**** Data section ****

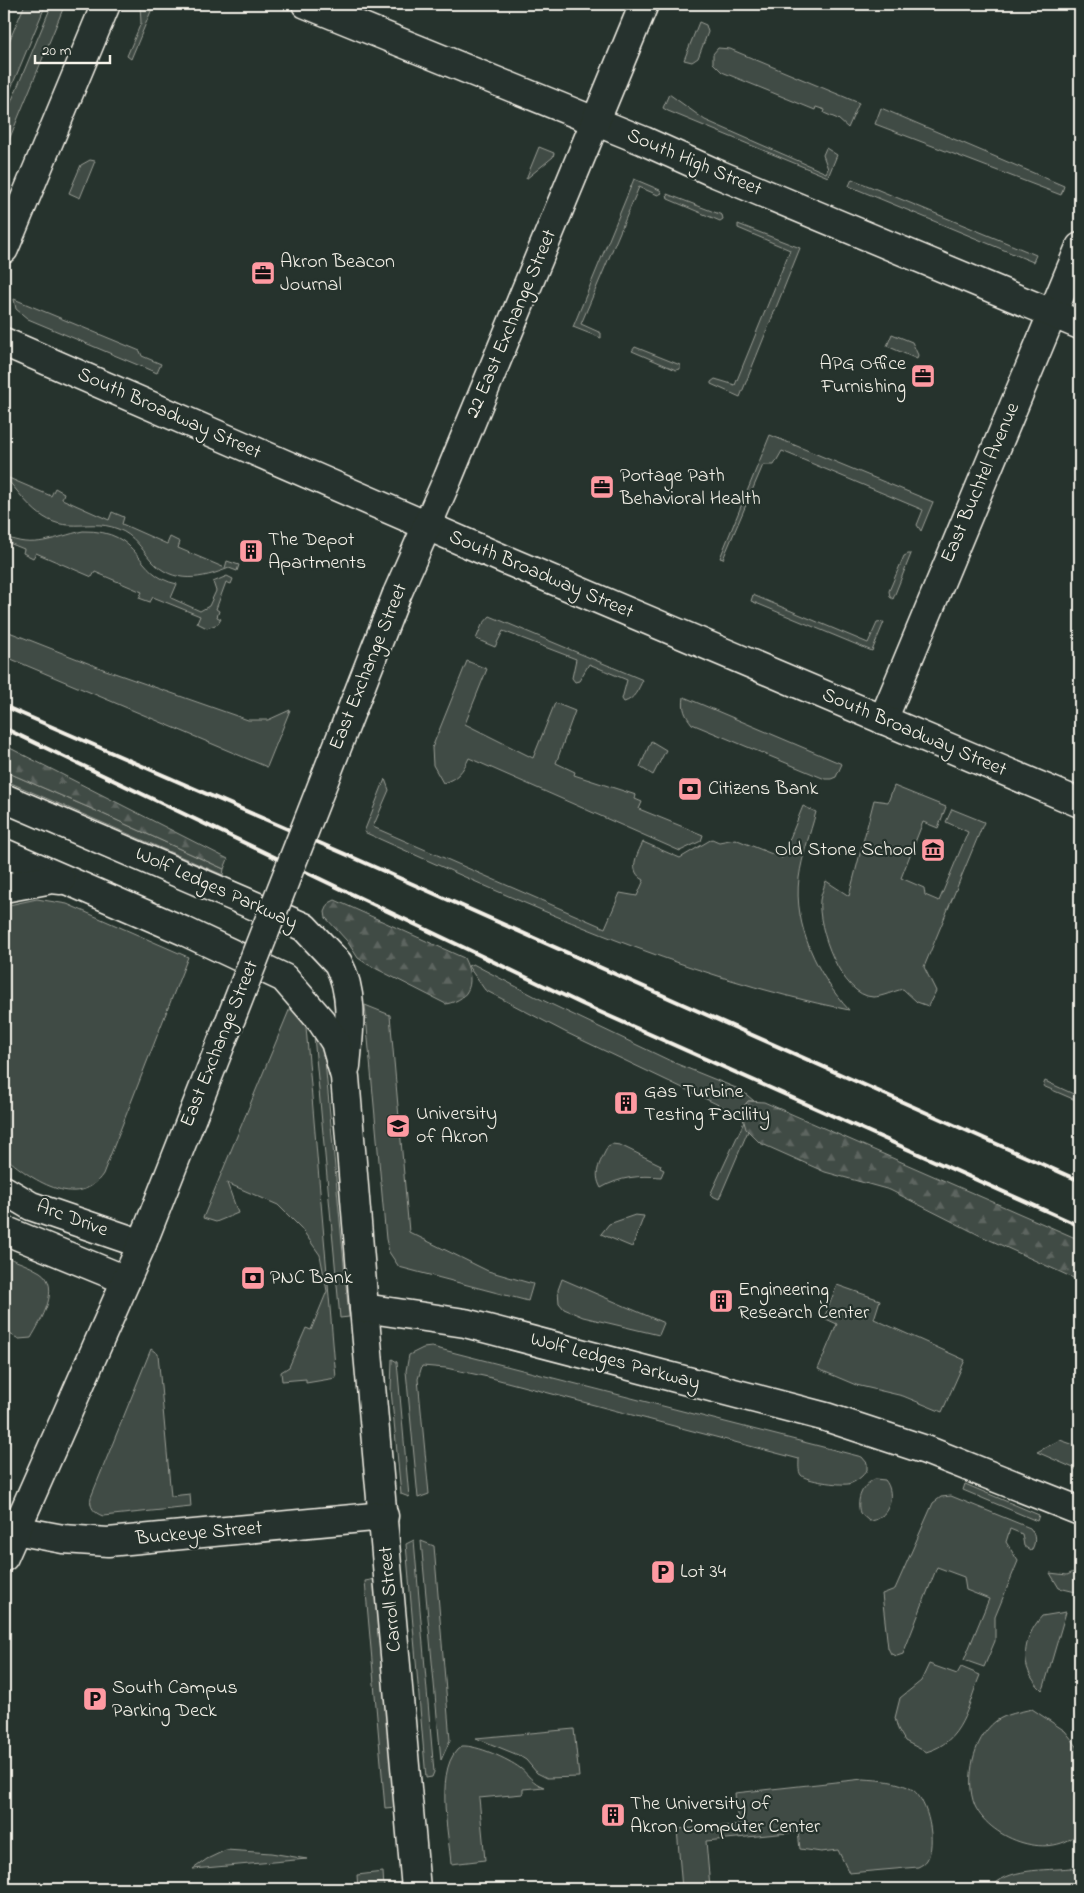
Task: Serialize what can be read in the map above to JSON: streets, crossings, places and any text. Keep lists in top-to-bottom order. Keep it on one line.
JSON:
{"streets":{"main road":["South High Street","22 East Exchange Street","South Broadway Street","East Buchtel Avenue","East Exchange Street","Wolf Ledges Parkway","Arc Drive","Buckeye Street","Carroll Street"]},"crossings":[["South High Street","22 East Exchange Street"],["South High Street","East Buchtel Avenue"],["22 East Exchange Street","South Broadway Street"],["22 East Exchange Street","East Exchange Street"],["South Broadway Street","East Buchtel Avenue"],["South Broadway Street","East Exchange Street"],["East Exchange Street","Arc Drive"],["East Exchange Street","Buckeye Street"],["Wolf Ledges Parkway","Carroll Street"],["Buckeye Street","Carroll Street"]],"places":{"office":["Akron Beacon Journal","APG Office Furnishing","Portage Path Behavioral Health"],"building":["The Depot Apartments","Gas Turbine Testing Facility","Engineering Research Center","The University of Akron Computer Center"],"bank":["Citizens Bank","PNC Bank"],"museum":["Old Stone School"],"school or university":["University of Akron"],"parking":["Lot 34","South Campus Parking Deck"]},"scale_bar":"20 m"}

****

What this task involves: Give back all of the data exactly, but not the pictures.

Result below:
Task: Serialize what can be read in the map above to JSON: streets, crossings, places and any text. Keep lists in top-to-bottom order. Keep it on one line.
JSON:
{"streets":{"main road":["South High Street","22 East Exchange Street","South Broadway Street","East Buchtel Avenue","East Exchange Street","Wolf Ledges Parkway","Arc Drive","Buckeye Street","Carroll Street"]},"crossings":[["South High Street","22 East Exchange Street"],["South High Street","East Buchtel Avenue"],["22 East Exchange Street","South Broadway Street"],["22 East Exchange Street","East Exchange Street"],["South Broadway Street","East Buchtel Avenue"],["South Broadway Street","East Exchange Street"],["East Exchange Street","Arc Drive"],["East Exchange Street","Buckeye Street"],["Wolf Ledges Parkway","Carroll Street"],["Buckeye Street","Carroll Street"]],"places":{"office":["Akron Beacon Journal","APG Office Furnishing","Portage Path Behavioral Health"],"building":["The Depot Apartments","Gas Turbine Testing Facility","Engineering Research Center","The University of Akron Computer Center"],"bank":["Citizens Bank","PNC Bank"],"museum":["Old Stone School"],"school or university":["University of Akron"],"parking":["Lot 34","South Campus Parking Deck"]},"scale_bar":"20 m"}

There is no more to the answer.